But then, let's assume for practical purposes that we're not stabbing at the truth but at a practical empirical model that would allow us to make predictions. One that holds to, among other principles, parsimony.
Would you agree that such a model must consider all negative claims to be false by default?
I'm not jumping to radical skepticism because my assumptions are pressed, the person I was responding to was making a positive claim without proof. I think I can have my own assumptions and also note the lack of evidence being offered by the other person.
I think Phoebe said the same to Ross in Friends at one point when it came to the dinosaurs, but even I understood at that age that Ross should have responded that both of them had an obligation to believe whatever the evidence said at this time. That we might update our knowledge doesn't mean we can't have it, as far as I know.
I don't understand how you wouldn't be approximating truth by doing that.
Incorrect. They were making a negative claim. That is a statement about the nonexistence or exclusion of something. Saying something is impossible is not a positive claim, it is a negative one. By definition.

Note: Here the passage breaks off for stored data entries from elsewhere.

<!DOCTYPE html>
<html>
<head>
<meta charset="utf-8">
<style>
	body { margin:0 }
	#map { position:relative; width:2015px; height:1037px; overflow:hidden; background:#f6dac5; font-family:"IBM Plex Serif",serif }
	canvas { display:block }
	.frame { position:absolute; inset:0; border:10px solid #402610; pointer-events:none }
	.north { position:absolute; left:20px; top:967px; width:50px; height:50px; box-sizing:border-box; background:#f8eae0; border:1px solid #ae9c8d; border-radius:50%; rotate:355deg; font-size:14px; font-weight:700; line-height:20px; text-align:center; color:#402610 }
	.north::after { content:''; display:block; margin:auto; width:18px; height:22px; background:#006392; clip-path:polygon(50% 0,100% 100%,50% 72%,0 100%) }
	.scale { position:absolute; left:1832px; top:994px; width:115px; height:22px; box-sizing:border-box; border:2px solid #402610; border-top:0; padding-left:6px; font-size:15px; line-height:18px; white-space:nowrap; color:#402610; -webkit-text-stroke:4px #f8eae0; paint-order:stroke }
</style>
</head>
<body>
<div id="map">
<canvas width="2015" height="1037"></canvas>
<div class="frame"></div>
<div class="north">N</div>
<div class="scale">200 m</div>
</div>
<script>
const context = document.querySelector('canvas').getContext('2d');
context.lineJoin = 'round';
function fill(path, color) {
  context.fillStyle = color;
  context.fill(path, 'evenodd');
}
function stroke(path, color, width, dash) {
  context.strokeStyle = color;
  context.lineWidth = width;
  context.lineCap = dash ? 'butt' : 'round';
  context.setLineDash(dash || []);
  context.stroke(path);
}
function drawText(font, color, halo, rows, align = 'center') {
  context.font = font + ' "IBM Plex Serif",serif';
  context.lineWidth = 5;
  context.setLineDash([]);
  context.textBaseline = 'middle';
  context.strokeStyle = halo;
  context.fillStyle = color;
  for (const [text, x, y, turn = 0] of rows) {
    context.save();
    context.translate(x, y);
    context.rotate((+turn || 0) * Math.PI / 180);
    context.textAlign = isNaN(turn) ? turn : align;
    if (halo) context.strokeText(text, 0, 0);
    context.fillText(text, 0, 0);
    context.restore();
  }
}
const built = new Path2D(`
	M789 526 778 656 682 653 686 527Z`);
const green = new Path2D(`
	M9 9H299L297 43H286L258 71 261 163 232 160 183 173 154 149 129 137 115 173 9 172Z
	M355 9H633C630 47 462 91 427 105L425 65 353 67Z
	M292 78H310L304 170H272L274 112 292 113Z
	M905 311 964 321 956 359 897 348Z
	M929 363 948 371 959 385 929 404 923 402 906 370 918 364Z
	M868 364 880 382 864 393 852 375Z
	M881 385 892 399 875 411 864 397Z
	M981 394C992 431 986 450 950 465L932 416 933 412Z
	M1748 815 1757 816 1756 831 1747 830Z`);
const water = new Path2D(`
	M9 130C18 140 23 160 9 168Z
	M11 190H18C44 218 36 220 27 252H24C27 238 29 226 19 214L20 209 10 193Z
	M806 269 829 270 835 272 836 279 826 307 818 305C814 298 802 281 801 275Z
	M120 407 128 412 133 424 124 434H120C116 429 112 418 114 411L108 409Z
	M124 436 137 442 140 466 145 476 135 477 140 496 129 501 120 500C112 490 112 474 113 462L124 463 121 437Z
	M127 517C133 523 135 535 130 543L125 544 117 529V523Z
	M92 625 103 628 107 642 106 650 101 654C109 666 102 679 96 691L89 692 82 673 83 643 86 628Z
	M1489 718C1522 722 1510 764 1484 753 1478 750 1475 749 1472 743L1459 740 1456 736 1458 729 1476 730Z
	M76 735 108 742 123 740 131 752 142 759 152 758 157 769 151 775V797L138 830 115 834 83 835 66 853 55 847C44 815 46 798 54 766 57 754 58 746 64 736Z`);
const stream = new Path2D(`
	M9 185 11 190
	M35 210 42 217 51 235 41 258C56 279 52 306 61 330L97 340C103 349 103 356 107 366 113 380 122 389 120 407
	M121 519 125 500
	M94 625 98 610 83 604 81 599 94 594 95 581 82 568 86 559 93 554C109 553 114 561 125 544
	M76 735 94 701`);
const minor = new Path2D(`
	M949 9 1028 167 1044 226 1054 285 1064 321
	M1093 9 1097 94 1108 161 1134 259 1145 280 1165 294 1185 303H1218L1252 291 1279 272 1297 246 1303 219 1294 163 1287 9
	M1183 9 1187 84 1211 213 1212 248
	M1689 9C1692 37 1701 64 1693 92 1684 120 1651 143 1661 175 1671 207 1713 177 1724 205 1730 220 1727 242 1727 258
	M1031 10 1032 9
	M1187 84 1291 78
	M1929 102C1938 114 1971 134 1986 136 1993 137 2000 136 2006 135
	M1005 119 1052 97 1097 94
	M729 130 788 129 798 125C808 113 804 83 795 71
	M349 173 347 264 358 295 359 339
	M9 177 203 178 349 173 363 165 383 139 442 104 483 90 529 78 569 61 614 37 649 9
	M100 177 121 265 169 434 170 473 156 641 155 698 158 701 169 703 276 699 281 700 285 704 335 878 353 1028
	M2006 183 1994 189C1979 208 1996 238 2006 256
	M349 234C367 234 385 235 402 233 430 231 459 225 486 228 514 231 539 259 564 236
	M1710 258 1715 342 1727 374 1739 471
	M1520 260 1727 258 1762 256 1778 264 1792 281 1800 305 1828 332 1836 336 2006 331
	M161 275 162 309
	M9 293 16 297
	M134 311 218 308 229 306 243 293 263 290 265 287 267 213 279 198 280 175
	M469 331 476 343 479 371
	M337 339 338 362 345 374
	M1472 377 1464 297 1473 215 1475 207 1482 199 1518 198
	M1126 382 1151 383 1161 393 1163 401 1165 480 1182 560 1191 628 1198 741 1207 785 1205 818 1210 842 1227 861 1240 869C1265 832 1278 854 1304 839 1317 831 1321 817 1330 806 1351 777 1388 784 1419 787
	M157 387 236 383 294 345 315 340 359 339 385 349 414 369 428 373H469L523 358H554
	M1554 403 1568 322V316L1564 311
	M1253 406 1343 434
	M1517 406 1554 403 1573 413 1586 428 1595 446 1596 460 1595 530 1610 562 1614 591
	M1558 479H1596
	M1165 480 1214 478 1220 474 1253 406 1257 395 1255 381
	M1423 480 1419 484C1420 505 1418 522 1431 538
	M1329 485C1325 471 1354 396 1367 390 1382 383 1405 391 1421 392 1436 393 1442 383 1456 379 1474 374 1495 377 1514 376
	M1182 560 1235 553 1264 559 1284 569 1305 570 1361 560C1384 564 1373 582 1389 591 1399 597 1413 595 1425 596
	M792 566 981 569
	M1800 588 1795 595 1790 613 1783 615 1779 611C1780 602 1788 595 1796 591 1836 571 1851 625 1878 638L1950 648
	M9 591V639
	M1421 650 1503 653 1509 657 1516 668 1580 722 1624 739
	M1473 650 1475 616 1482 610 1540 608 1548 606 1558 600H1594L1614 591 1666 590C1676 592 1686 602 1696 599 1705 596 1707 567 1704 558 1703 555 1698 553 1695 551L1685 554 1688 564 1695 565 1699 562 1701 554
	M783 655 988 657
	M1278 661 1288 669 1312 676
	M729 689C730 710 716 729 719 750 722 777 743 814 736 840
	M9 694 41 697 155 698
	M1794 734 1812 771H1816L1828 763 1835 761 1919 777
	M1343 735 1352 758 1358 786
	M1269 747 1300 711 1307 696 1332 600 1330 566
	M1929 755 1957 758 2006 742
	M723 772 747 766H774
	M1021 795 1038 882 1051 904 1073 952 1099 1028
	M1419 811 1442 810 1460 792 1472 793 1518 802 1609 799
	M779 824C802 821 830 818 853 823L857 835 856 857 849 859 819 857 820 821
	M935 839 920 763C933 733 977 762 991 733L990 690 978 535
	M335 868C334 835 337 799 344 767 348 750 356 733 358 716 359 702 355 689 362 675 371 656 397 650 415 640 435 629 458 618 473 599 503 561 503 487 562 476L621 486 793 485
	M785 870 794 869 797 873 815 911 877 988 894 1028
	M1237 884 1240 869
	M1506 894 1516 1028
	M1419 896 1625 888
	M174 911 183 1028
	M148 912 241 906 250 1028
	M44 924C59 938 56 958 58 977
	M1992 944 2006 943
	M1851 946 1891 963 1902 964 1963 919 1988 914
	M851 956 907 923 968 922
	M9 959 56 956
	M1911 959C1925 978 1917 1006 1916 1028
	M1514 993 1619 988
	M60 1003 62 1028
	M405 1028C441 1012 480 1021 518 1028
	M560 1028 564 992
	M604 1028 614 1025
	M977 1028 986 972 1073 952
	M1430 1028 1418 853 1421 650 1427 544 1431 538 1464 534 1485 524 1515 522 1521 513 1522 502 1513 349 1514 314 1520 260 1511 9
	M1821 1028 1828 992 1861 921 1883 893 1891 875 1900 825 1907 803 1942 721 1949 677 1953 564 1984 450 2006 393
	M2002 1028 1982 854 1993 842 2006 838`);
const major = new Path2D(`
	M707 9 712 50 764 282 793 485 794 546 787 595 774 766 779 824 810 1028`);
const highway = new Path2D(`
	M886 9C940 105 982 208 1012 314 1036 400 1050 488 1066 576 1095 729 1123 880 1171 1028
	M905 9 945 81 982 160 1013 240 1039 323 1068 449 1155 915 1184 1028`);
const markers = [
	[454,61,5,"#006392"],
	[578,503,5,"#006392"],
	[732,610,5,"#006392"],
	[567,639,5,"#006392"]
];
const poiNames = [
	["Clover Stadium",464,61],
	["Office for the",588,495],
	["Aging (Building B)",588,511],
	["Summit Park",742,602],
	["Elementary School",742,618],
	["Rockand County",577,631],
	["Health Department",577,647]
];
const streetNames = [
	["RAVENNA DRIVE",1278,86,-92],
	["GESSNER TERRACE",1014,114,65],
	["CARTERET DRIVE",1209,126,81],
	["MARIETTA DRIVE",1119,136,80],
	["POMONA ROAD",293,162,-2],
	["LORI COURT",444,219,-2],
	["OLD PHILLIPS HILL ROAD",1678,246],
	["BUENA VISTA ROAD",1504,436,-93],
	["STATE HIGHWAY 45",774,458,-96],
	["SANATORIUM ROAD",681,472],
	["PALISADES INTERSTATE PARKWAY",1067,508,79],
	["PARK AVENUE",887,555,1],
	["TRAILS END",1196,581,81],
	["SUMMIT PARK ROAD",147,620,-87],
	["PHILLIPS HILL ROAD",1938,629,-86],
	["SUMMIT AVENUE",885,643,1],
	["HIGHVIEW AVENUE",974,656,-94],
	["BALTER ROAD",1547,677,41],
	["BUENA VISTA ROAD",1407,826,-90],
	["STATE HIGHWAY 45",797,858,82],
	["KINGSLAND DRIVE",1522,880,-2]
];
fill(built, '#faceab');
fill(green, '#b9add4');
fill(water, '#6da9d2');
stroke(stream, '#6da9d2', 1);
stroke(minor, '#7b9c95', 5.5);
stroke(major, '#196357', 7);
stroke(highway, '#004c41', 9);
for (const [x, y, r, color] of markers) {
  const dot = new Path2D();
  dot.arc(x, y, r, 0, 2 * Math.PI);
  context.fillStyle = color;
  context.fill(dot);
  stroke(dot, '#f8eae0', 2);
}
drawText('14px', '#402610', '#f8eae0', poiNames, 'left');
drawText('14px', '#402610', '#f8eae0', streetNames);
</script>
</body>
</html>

And Ross would be mistaken, clearly, as being wrong in a context that gave you good reasons to think your error was the truth is still being wrong. At least in the absolute terms we speak of here.
What Ross should have said is that this is our best approximation of the truth. And that operating under one's best guess is reasonable.
Oh but it does mean just that. What you think is knowledge isn't knowledge. It's a model. The map is not the territory.
You would, but there is no other possible thing you can do.
Okay, fine. They were making a claim without evidence. There you go. I don't know what the point of this philosophical discussion is, it seems to be fairly trivial.
The point is that you seem to have variable geometry skepticism and it's not a coherent position to hold.
Making negative claims without evidence is perfectly rational in an empiricist framework. The burden of evidence is on positive claims.
As you would have Ross say it is your duty to believe that things are impossible lest they have been demonstrated to be possible. And one doesn't get to escape this just because the belief is inconvenient.